Records to use:
......

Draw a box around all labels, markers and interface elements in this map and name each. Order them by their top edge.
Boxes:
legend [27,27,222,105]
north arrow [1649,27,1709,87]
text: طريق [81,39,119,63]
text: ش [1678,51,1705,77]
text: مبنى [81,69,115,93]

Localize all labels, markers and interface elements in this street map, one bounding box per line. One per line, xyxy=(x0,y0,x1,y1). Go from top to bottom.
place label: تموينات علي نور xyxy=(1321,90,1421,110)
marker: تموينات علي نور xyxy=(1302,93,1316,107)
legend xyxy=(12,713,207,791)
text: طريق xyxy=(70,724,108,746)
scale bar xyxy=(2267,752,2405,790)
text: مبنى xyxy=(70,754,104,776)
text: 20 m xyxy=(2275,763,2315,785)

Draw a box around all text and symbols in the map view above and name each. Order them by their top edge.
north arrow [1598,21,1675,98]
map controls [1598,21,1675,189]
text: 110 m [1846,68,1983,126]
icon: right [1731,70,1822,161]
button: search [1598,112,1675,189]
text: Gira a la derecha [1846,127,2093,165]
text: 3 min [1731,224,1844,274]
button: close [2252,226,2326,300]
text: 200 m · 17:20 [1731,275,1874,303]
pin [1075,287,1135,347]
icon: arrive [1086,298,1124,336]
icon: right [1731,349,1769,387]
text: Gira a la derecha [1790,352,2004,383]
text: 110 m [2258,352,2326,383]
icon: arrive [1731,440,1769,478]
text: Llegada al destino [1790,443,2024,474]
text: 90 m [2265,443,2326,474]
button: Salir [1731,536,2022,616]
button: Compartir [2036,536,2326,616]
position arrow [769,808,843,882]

......

Task to carry out: Each line of the material must be copied exactly.

Answer box:
Draw a box around all labels, markers and interface elements in this map and name each. Order them by their top edge.
Boxes:
legend [27,27,222,105]
north arrow [1649,27,1709,87]
text: طريق [81,39,119,63]
text: ش [1678,51,1705,77]
text: مبنى [81,69,115,93]

Localize all labels, markers and interface elements in this street map, one bounding box per line. One per line, xyxy=(x0,y0,x1,y1). Go from top to bottom.
place label: تموينات علي نور xyxy=(1321,90,1421,110)
marker: تموينات علي نور xyxy=(1302,93,1316,107)
legend xyxy=(12,713,207,791)
text: طريق xyxy=(70,724,108,746)
scale bar xyxy=(2267,752,2405,790)
text: مبنى xyxy=(70,754,104,776)
text: 20 m xyxy=(2275,763,2315,785)

Draw a box around all text and symbols in the map view above and name each. Order them by their top edge.
north arrow [1598,21,1675,98]
map controls [1598,21,1675,189]
text: 110 m [1846,68,1983,126]
icon: right [1731,70,1822,161]
button: search [1598,112,1675,189]
text: Gira a la derecha [1846,127,2093,165]
text: 3 min [1731,224,1844,274]
button: close [2252,226,2326,300]
text: 200 m · 17:20 [1731,275,1874,303]
pin [1075,287,1135,347]
icon: arrive [1086,298,1124,336]
icon: right [1731,349,1769,387]
text: Gira a la derecha [1790,352,2004,383]
text: 110 m [2258,352,2326,383]
icon: arrive [1731,440,1769,478]
text: Llegada al destino [1790,443,2024,474]
text: 90 m [2265,443,2326,474]
button: Salir [1731,536,2022,616]
button: Compartir [2036,536,2326,616]
position arrow [769,808,843,882]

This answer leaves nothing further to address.